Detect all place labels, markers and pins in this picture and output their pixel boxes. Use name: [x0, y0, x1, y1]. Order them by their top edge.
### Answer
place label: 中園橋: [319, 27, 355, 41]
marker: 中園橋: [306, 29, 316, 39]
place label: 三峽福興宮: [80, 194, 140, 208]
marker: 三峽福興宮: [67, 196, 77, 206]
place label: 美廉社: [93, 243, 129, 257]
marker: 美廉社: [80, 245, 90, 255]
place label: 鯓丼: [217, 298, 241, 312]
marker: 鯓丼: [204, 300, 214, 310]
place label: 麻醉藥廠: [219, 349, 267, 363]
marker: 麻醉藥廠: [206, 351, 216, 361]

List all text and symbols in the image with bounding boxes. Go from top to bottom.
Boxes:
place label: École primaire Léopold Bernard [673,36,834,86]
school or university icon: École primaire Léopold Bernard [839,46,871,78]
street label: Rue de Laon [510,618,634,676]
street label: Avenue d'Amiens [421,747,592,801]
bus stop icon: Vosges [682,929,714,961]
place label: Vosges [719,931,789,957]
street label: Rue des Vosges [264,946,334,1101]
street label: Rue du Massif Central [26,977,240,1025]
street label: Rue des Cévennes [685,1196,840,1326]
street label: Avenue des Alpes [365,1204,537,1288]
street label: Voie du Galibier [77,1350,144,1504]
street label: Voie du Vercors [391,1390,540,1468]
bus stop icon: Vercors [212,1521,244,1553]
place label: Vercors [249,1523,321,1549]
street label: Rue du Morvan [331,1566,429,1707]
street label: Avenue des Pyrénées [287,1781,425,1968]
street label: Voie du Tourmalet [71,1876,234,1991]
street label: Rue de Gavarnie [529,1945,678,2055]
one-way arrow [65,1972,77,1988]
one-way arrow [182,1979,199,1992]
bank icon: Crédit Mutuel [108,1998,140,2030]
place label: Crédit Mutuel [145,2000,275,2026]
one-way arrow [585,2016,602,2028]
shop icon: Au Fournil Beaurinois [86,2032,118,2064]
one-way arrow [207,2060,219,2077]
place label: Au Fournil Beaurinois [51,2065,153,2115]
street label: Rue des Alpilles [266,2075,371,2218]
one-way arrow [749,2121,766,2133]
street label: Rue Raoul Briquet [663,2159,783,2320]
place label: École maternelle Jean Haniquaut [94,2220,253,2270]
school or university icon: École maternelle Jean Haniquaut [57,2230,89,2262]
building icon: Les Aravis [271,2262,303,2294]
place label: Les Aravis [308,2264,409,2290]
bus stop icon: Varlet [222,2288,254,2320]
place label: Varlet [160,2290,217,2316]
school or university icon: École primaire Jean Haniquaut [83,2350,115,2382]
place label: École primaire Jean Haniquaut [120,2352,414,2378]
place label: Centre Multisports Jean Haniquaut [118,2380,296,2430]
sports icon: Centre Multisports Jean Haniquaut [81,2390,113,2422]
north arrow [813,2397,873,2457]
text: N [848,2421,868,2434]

--------------------

### Task description
Reply with one number, the count of lines in the records that include the word "Léopold".

### Answer to this exercise
2